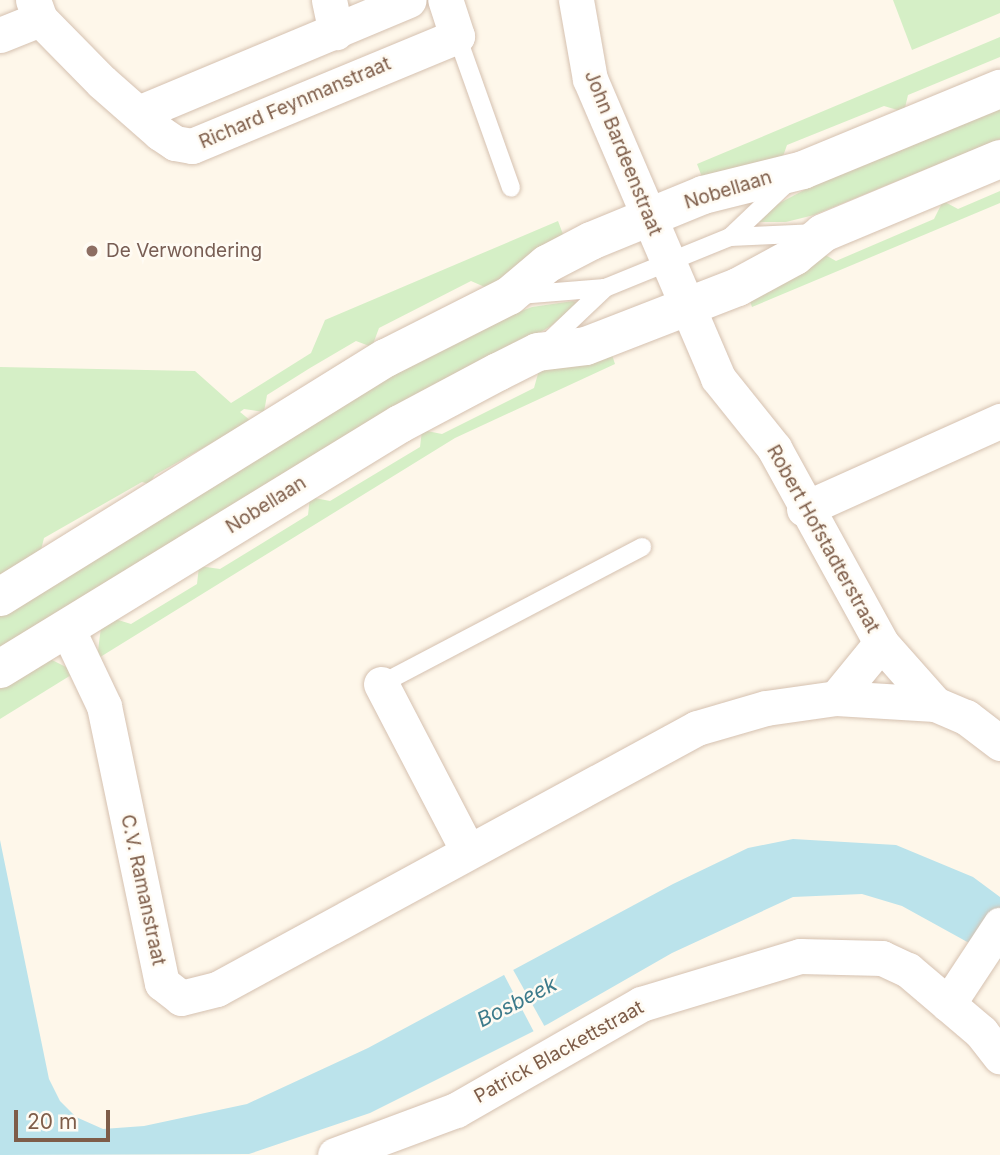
<!DOCTYPE html>
<html>
<head>
<meta charset="utf-8">
<style>
	body { margin:0 }
	#map { position:relative; width:1000px; height:1155px; overflow:hidden; background:#fef7ea; font-family:Inter,sans-serif }
	div>[style] { position:absolute }
	.green>* { inset:0; background:#d5efc6 }
	.water>* { inset:0; background:#bbe3eb }
	.pier>* { inset:0; background:#fef7ea }
	.roads { filter:drop-shadow(0 0 2px #d5c1b0) drop-shadow(0 0 2px #d5c1b0) }
	.lane>* { height:18px; margin:-9px; padding:0 9px; transform-origin:9px; border-radius:9px; background:#fff }
	.street>* { height:35px; margin:-17.5px; padding:0 17.5px; transform-origin:17.5px; border-radius:17.5px; background:#fff }
	.secondary>* { height:38px; margin:-19px; padding:0 19px; transform-origin:19px; border-radius:19px; background:#fff }
	.dots>* { width:19px; height:19px; translate:-50% -50%; box-sizing:border-box; border:4px solid #fffbf3; border-radius:50% }
	span { translate:-50% -50%; white-space:nowrap; text-align:center; line-height:1.15; -webkit-text-stroke:5px #fffbf3; paint-order:stroke }
	.street-label { font-size:19px; color:#7e5d49 }
	.education-label { font-size:19px; color:#785e54 }
	.left { translate:0 -50%; text-align:left }
	.water-label { font-size:21px; color:#3d7b8b; font-style:italic }
	.scale { position:absolute; left:14px; top:1110px; width:96px; height:32px; box-sizing:border-box; border:4px solid #7e5d49; border-top:0; padding-left:9px; font-size:21px; line-height:24px; white-space:nowrap; color:#7e5d49; -webkit-text-stroke:5px #fffbf3; paint-order:stroke }
</style>
</head>
<body>
<div id="map">
	<div class="green">
		<i style="clip-path:polygon(893px 0,1000px 0,1000px 13px,912px 50px)"></i>
		<i style="clip-path:polygon(1000px 37px,1000px 57px,908px 95px,904px 112px,884px 106px,787px 145px,781px 162px,705px 185px,697px 164px)"></i>
		<i style="clip-path:polygon(1000px 108px,1000px 139px,814px 215px,786px 222px,757px 222px,776px 205px,806px 189px)"></i>
		<i style="clip-path:polygon(1000px 191px,1000px 203px,752px 307px,747px 292px,820px 252px,836px 261px,934px 219px,943px 201px,958px 209px)"></i>
		<i style="clip-path:polygon(558px 221px,566px 242px,487px 288px,471px 281px,379px 328px,372px 347px,356px 341px,310px 368px,267px 395px,264px 412px,244px 409px,240px 412px,251px 421px,155px 475px,149px 484px,142px 482px,44px 538px,41px 550px,0 576px,0 367px,195px 371px,231px 403px,311px 353px,325px 320px)"></i>
		<i style="clip-path:polygon(573px 301px,578px 303px,551px 326px,0 649px,0 615px,380px 381px,503px 318px,532px 307px)"></i>
		<i style="clip-path:polygon(610px 349px,615px 364px,455px 438px,97px 659px,101px 627px,115px 619px,131px 624px,197px 584px,199px 566px,220px 569px,308px 515px,310px 497px,330px 501px,420px 447px,422px 430px,442px 434px,534px 388px,539px 370px)"></i>
		<i style="clip-path:polygon(50px 659px,76px 672px,0 719px,0 689px)"></i>
	</div>
	<div class="water">
		<i style="clip-path:polygon(793px 839px,896px 845px,973px 877px,1000px 897px,1000px 960px,902px 906px,862px 894px,793px 897px,672px 953px,548px 1024px,370px 1113px,249px 1154px,0 1155px,0 840px,49px 1079px,60px 1101px,76px 1117px,103px 1129px,144px 1126px,247px 1104px,368px 1048px,673px 884px,748px 848px)"></i>
	</div>
	<div class="pier">
		<i style="clip-path:polygon(511px 966px,546px 1029px,535px 1034px,502px 971px)"></i>
	</div>
	<div class="roads">
		<div class="lane">
			<i style="left:457px;top:36px;width:161px;rotate:70.4deg"></i>
			<i style="left:730px;top:237px;width:79px;rotate:-43.5deg"></i>
			<i style="left:519px;top:295px;width:86px;rotate:-4.7deg"></i>
			<i style="left:605px;top:288px;width:135px;rotate:-22.2deg"></i>
			<i style="left:730px;top:237px;width:87px;rotate:-2.6deg"></i>
			<i style="left:545px;top:345px;width:83px;rotate:-43.5deg"></i>
			<i style="left:381px;top:684px;width:295px;rotate:-27.7deg"></i>
		</div>
		<div class="street">
			<i style="left:33px;top:0;width:20px;rotate:70deg"></i>
			<i style="left:40px;top:19px;width:88px;rotate:45.5deg"></i>
			<i style="left:102px;top:82px;width:77px;rotate:41.3deg"></i>
			<i style="left:160px;top:133px;width:18px;rotate:34deg"></i>
			<i style="left:175px;top:143px;width:17px;rotate:10deg"></i>
			<i style="left:192px;top:146px;width:287px;rotate:-22.5deg"></i>
			<i style="left:457px;top:36px;width:38px;rotate:-108deg"></i>
			<i style="left:329px;top:0;width:33px;rotate:78deg"></i>
			<i style="left:576px;top:0;width:80px;rotate:80deg"></i>
			<i style="left:590px;top:79px;width:325px;rotate:66.8deg"></i>
			<i style="left:718px;top:378px;width:90px;rotate:51.3deg"></i>
			<i style="left:774px;top:448px;width:222px;rotate:61.2deg"></i>
			<i style="left:881px;top:643px;width:81px;rotate:48.5deg"></i>
			<i style="left:935px;top:704px;width:34px;rotate:23deg"></i>
			<i style="left:966px;top:717px;width:43px;rotate:37.4deg"></i>
			<i style="left:0;top:35px;width:43px;rotate:-21.8deg"></i>
			<i style="left:141px;top:112px;width:290px;rotate:-22.7deg"></i>
			<i style="left:804px;top:509px;width:215px;rotate:-24.2deg"></i>
			<i style="left:67px;top:628px;width:86px;rotate:64.6deg"></i>
			<i style="left:104px;top:706px;width:283px;rotate:78.2deg"></i>
			<i style="left:162px;top:983px;width:24px;rotate:38deg"></i>
			<i style="left:181px;top:998px;width:37px;rotate:-14deg"></i>
			<i style="left:217px;top:989px;width:546px;rotate:-28.54deg"></i>
			<i style="left:697px;top:728px;width:72px;rotate:-16.2deg"></i>
			<i style="left:766px;top:708px;width:71px;rotate:-8.1deg"></i>
			<i style="left:836px;top:698px;width:71px;rotate:-50.7deg"></i>
			<i style="left:381px;top:684px;width:188px;rotate:62.5deg"></i>
			<i style="left:836px;top:698px;width:99px;rotate:3.5deg"></i>
			<i style="left:948px;top:1004px;width:95px;rotate:-56.6deg"></i>
			<i style="left:335px;top:1155px;width:129px;rotate:-20.4deg"></i>
			<i style="left:456px;top:1110px;width:213px;rotate:-29.8deg"></i>
			<i style="left:641px;top:1004px;width:166px;rotate:-16.8deg"></i>
			<i style="left:800px;top:956px;width:82px;rotate:1.4deg"></i>
			<i style="left:882px;top:958px;width:29px;rotate:25deg"></i>
			<i style="left:908px;top:970px;width:96px;rotate:40.3deg"></i>
			<i style="left:981px;top:1032px;width:31px;rotate:52deg"></i>
		</div>
		<div class="secondary">
			<i style="left:0;top:597px;width:454px;rotate:-31.8deg"></i>
			<i style="left:386px;top:358px;width:138px;rotate:-26.8deg"></i>
			<i style="left:509px;top:296px;width:50px;rotate:-40.1deg"></i>
			<i style="left:547px;top:264px;width:50px;rotate:-27.6deg"></i>
			<i style="left:591px;top:241px;width:121px;rotate:-22.3deg"></i>
			<i style="left:703px;top:195px;width:103px;rotate:-14deg"></i>
			<i style="left:803px;top:170px;width:213px;rotate:-22.4deg"></i>
			<i style="left:0;top:669px;width:469px;rotate:-31.5deg"></i>
			<i style="left:400px;top:424px;width:111px;rotate:-28deg"></i>
			<i style="left:498px;top:372px;width:45px;rotate:-26.6deg"></i>
			<i style="left:538px;top:352px;width:48px;rotate:-7.1deg"></i>
			<i style="left:586px;top:346px;width:163px;rotate:-21.2deg"></i>
			<i style="left:738px;top:287px;width:65px;rotate:-28.5deg"></i>
			<i style="left:795px;top:256px;width:36px;rotate:-39deg"></i>
			<i style="left:823px;top:233px;width:192px;rotate:-22.7deg"></i>
		</div>
	</div>
	<div class="dots">
		<i style="left:92px;top:251px;background:#8d6e63"></i>
	</div>
	<div class="street-label">
		<span style="left:295px;top:103px;rotate:-23deg">Richard Feynmanstraat</span>
		<span style="left:623px;top:153px;rotate:68deg">John Bardeenstraat</span>
		<span style="left:728px;top:190px;rotate:-17deg">Nobellaan</span>
		<span style="left:266px;top:505px;rotate:-32deg">Nobellaan</span>
		<span style="left:823px;top:539px;rotate:61deg">Robert Hofstadterstraat</span>
		<span style="left:143px;top:890px;rotate:78deg">C.V. Ramanstraat</span>
		<span style="left:559px;top:1052px;rotate:-29deg">Patrick Blackettstraat</span>
	</div>
	<div class="education-label">
		<span class="left" style="left:106px;top:251px">De Verwondering</span>
	</div>
	<div class="water-label">
		<span style="left:517px;top:1002px;rotate:-27deg">Bosbeek</span>
	</div>
	<div class="scale">20 m</div>
</div>
</body>
</html>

**Exercise objective:** Look for the word "translate". Copy out every line of the data that has it.

**Answer area:**
	.dots>* { width:19px; height:19px; translate:-50% -50%; box-sizing:border-box; border:4px solid #fffbf3; border-radius:50% }
	span { translate:-50% -50%; white-space:nowrap; text-align:center; line-height:1.15; -webkit-text-stroke:5px #fffbf3; paint-order:stroke }
	.left { translate:0 -50%; text-align:left }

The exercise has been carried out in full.